▸ **Exercise aim**
Write out every record below exactly, leaving the pictures out.
-------
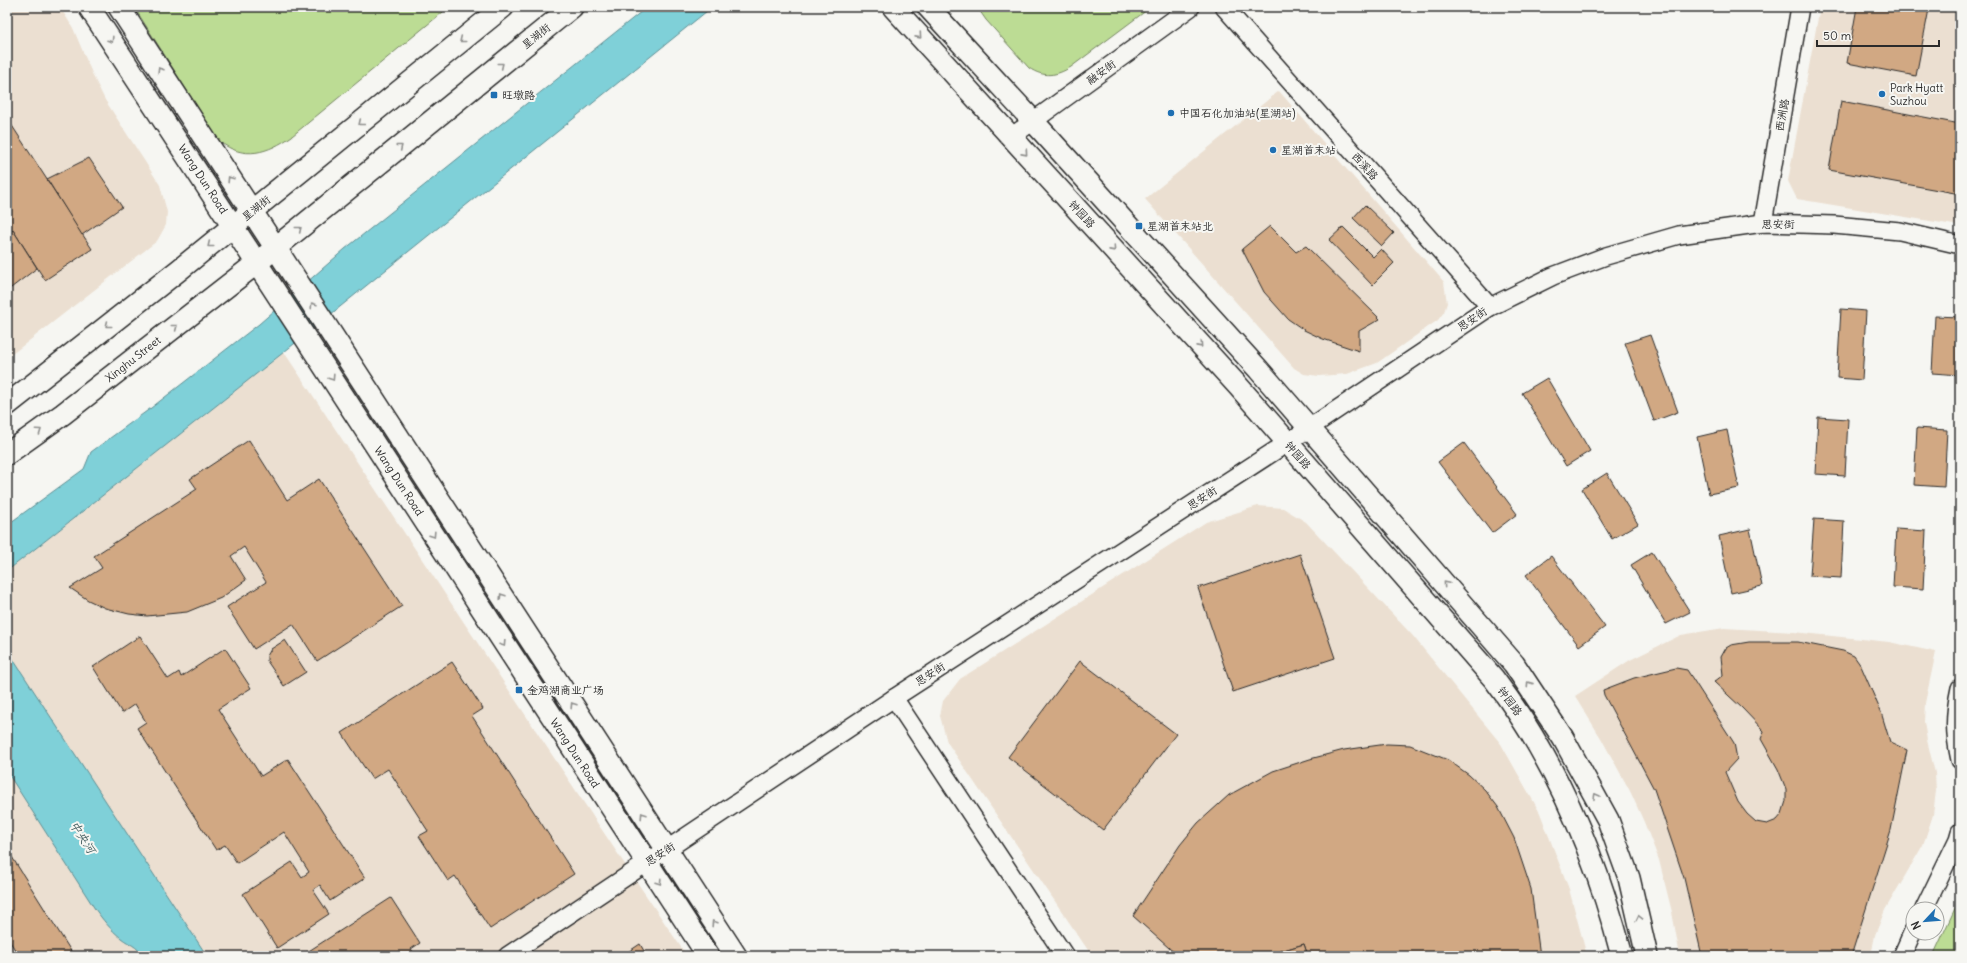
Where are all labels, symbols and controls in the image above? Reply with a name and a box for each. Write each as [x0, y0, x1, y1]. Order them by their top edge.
street label: 星湖街 [519, 20, 554, 52]
scale bar [1817, 22, 1939, 48]
text: 50 m [1823, 28, 1852, 43]
one-way arrow [914, 31, 922, 39]
one-way arrow [106, 35, 113, 42]
one-way arrow [459, 36, 466, 43]
street label: 融安街 [1084, 56, 1119, 87]
one-way arrow [496, 63, 503, 70]
one-way arrow [157, 67, 164, 74]
place label: Park Hyatt Suzhou [1890, 81, 1943, 108]
place label: 旺墩路 [502, 88, 535, 102]
marker: Park Hyatt Suzhou [1877, 89, 1887, 99]
marker: 旺墩路 [489, 90, 499, 100]
street label: 西洲路 [1772, 98, 1792, 132]
place label: 中国石化加油站(星湖站) [1179, 106, 1296, 120]
marker: 中国石化加油站(星湖站) [1166, 108, 1176, 118]
one-way arrow [358, 118, 365, 125]
street label: Wang Dun Road [175, 142, 231, 217]
place label: 星湖首末站 [1281, 143, 1336, 157]
one-way arrow [395, 144, 402, 151]
marker: 星湖首末站 [1268, 145, 1278, 155]
one-way arrow [1021, 148, 1028, 155]
street label: 西溪路 [1349, 149, 1381, 183]
one-way arrow [228, 176, 235, 183]
street label: 星湖街 [239, 192, 274, 224]
street label: 钟园路 [1066, 197, 1098, 231]
street label: 思安街 [1762, 217, 1795, 231]
place label: 星湖首末站北 [1147, 219, 1213, 233]
marker: 星湖首末站北 [1134, 221, 1144, 231]
one-way arrow [294, 226, 301, 233]
one-way arrow [208, 240, 215, 247]
one-way arrow [1108, 244, 1116, 252]
one-way arrow [311, 303, 318, 310]
street label: 思安街 [1454, 303, 1490, 334]
one-way arrow [105, 320, 112, 328]
one-way arrow [171, 324, 178, 331]
street label: Xinghu Street [102, 333, 164, 385]
one-way arrow [1196, 340, 1203, 348]
one-way arrow [327, 374, 335, 381]
one-way arrow [35, 428, 42, 436]
street label: 钟园路 [1282, 438, 1314, 472]
street label: Wang Dun Road [371, 444, 427, 519]
street label: 思安街 [1184, 483, 1220, 513]
one-way arrow [428, 531, 436, 538]
one-way arrow [1444, 582, 1451, 589]
one-way arrow [500, 594, 507, 601]
one-way arrow [499, 640, 506, 647]
street label: 思安街 [912, 659, 948, 689]
one-way arrow [1527, 682, 1534, 689]
place label: 金鸡湖商业广场 [527, 683, 604, 697]
street label: 钟园路 [1495, 684, 1525, 718]
marker: 金鸡湖商业广场 [514, 685, 524, 695]
one-way arrow [570, 703, 577, 710]
street label: Wang Dun Road [547, 716, 603, 791]
one-way arrow [1593, 793, 1600, 800]
one-way arrow [641, 812, 648, 819]
water label: 中央河 [67, 818, 100, 858]
street label: 思安街 [642, 839, 678, 869]
one-way arrow [654, 877, 661, 884]
north arrow [1905, 901, 1945, 941]
one-way arrow [1635, 915, 1643, 921]
text: N [1908, 919, 1924, 932]
one-way arrow [712, 921, 719, 928]

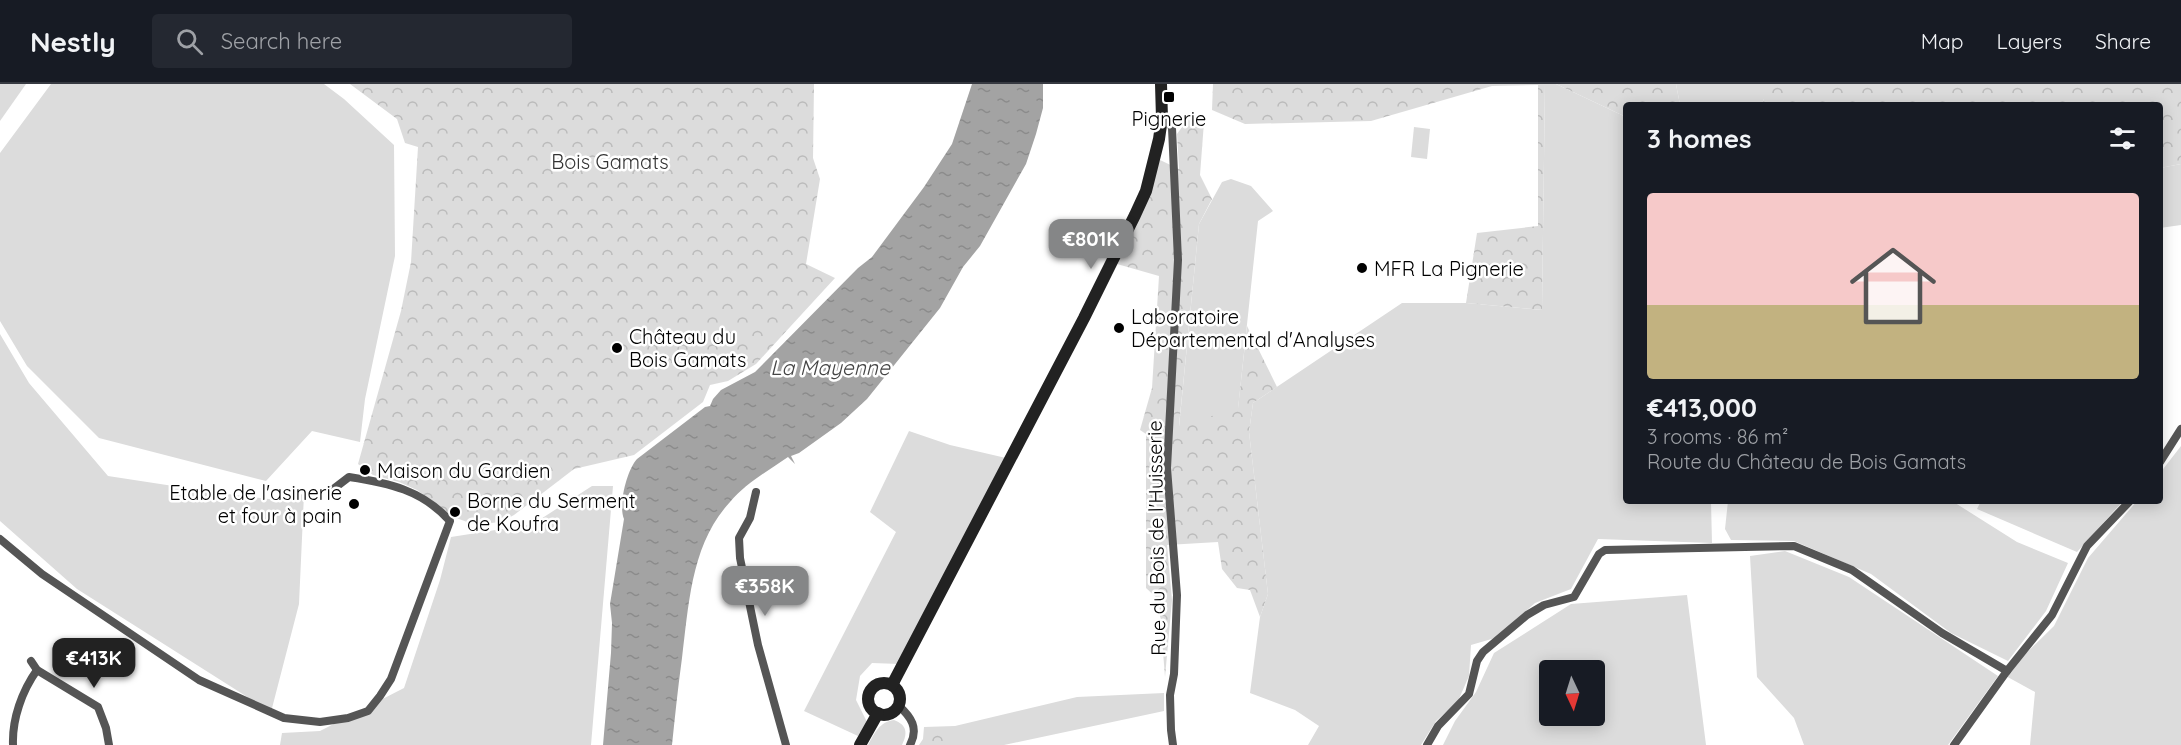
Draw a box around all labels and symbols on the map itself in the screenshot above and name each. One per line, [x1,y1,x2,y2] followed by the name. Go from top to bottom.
[1162,90,1176,104] marker: Pignerie
[1132,106,1206,131] place label: Pignerie
[551,149,669,174] park label: Bois Gamats
[1049,219,1133,270] pin: €801K
[1374,256,1524,281] place label: MFR La Pignerie
[1355,261,1369,275] marker: MFR La Pignerie
[1131,304,1375,352] place label: Laboratoire Départemental d'Analyses
[1112,321,1126,335] marker: Laboratoire Départemental d'Analyses
[629,324,746,372] place label: Château du Bois Gamats
[610,341,624,355] marker: Château du Bois Gamats
[770,354,891,380] water label: La Mayenne
[1141,420,1171,656] street label: Rue du Bois de l'Huisserie
[377,458,551,483] place label: Maison du Gardien
[358,463,372,477] marker: Maison du Gardien
[169,480,342,528] place label: Etable de l'asinerie et four à pain
[467,488,636,536] place label: Borne du Serment de Koufra
[347,497,361,511] marker: Etable de l'asinerie et four à pain
[448,505,462,519] marker: Borne du Serment de Koufra
[723,566,807,617] pin: €358K
[52,638,136,689] pin: €413K
[1539,660,1605,726] north arrow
-------
▸ **Expected answer**
Where are all labels, symbols and controls in the image above? Reply with a name and a box for each. Write each as [x0, y0, x1, y1]. Order them by their top edge.
street label: 星湖街 [519, 20, 554, 52]
scale bar [1817, 22, 1939, 48]
text: 50 m [1823, 28, 1852, 43]
one-way arrow [914, 31, 922, 39]
one-way arrow [106, 35, 113, 42]
one-way arrow [459, 36, 466, 43]
street label: 融安街 [1084, 56, 1119, 87]
one-way arrow [496, 63, 503, 70]
one-way arrow [157, 67, 164, 74]
place label: Park Hyatt Suzhou [1890, 81, 1943, 108]
place label: 旺墩路 [502, 88, 535, 102]
marker: Park Hyatt Suzhou [1877, 89, 1887, 99]
marker: 旺墩路 [489, 90, 499, 100]
street label: 西洲路 [1772, 98, 1792, 132]
place label: 中国石化加油站(星湖站) [1179, 106, 1296, 120]
marker: 中国石化加油站(星湖站) [1166, 108, 1176, 118]
one-way arrow [358, 118, 365, 125]
street label: Wang Dun Road [175, 142, 231, 217]
place label: 星湖首末站 [1281, 143, 1336, 157]
one-way arrow [395, 144, 402, 151]
marker: 星湖首末站 [1268, 145, 1278, 155]
one-way arrow [1021, 148, 1028, 155]
street label: 西溪路 [1349, 149, 1381, 183]
one-way arrow [228, 176, 235, 183]
street label: 星湖街 [239, 192, 274, 224]
street label: 钟园路 [1066, 197, 1098, 231]
street label: 思安街 [1762, 217, 1795, 231]
place label: 星湖首末站北 [1147, 219, 1213, 233]
marker: 星湖首末站北 [1134, 221, 1144, 231]
one-way arrow [294, 226, 301, 233]
one-way arrow [208, 240, 215, 247]
one-way arrow [1108, 244, 1116, 252]
one-way arrow [311, 303, 318, 310]
street label: 思安街 [1454, 303, 1490, 334]
one-way arrow [105, 320, 112, 328]
one-way arrow [171, 324, 178, 331]
street label: Xinghu Street [102, 333, 164, 385]
one-way arrow [1196, 340, 1203, 348]
one-way arrow [327, 374, 335, 381]
one-way arrow [35, 428, 42, 436]
street label: 钟园路 [1282, 438, 1314, 472]
street label: Wang Dun Road [371, 444, 427, 519]
street label: 思安街 [1184, 483, 1220, 513]
one-way arrow [428, 531, 436, 538]
one-way arrow [1444, 582, 1451, 589]
one-way arrow [500, 594, 507, 601]
one-way arrow [499, 640, 506, 647]
street label: 思安街 [912, 659, 948, 689]
one-way arrow [1527, 682, 1534, 689]
place label: 金鸡湖商业广场 [527, 683, 604, 697]
street label: 钟园路 [1495, 684, 1525, 718]
marker: 金鸡湖商业广场 [514, 685, 524, 695]
one-way arrow [570, 703, 577, 710]
street label: Wang Dun Road [547, 716, 603, 791]
one-way arrow [1593, 793, 1600, 800]
one-way arrow [641, 812, 648, 819]
water label: 中央河 [67, 818, 100, 858]
street label: 思安街 [642, 839, 678, 869]
one-way arrow [654, 877, 661, 884]
north arrow [1905, 901, 1945, 941]
one-way arrow [1635, 915, 1643, 921]
text: N [1908, 919, 1924, 932]
one-way arrow [712, 921, 719, 928]

Draw a box around all labels and symbols on the map itself in the screenshot above and name each. One per line, [x1,y1,x2,y2] followed by the name. Go from top to bottom.
[1162,90,1176,104] marker: Pignerie
[1132,106,1206,131] place label: Pignerie
[551,149,669,174] park label: Bois Gamats
[1049,219,1133,270] pin: €801K
[1374,256,1524,281] place label: MFR La Pignerie
[1355,261,1369,275] marker: MFR La Pignerie
[1131,304,1375,352] place label: Laboratoire Départemental d'Analyses
[1112,321,1126,335] marker: Laboratoire Départemental d'Analyses
[629,324,746,372] place label: Château du Bois Gamats
[610,341,624,355] marker: Château du Bois Gamats
[770,354,891,380] water label: La Mayenne
[1141,420,1171,656] street label: Rue du Bois de l'Huisserie
[377,458,551,483] place label: Maison du Gardien
[358,463,372,477] marker: Maison du Gardien
[169,480,342,528] place label: Etable de l'asinerie et four à pain
[467,488,636,536] place label: Borne du Serment de Koufra
[347,497,361,511] marker: Etable de l'asinerie et four à pain
[448,505,462,519] marker: Borne du Serment de Koufra
[723,566,807,617] pin: €358K
[52,638,136,689] pin: €413K
[1539,660,1605,726] north arrow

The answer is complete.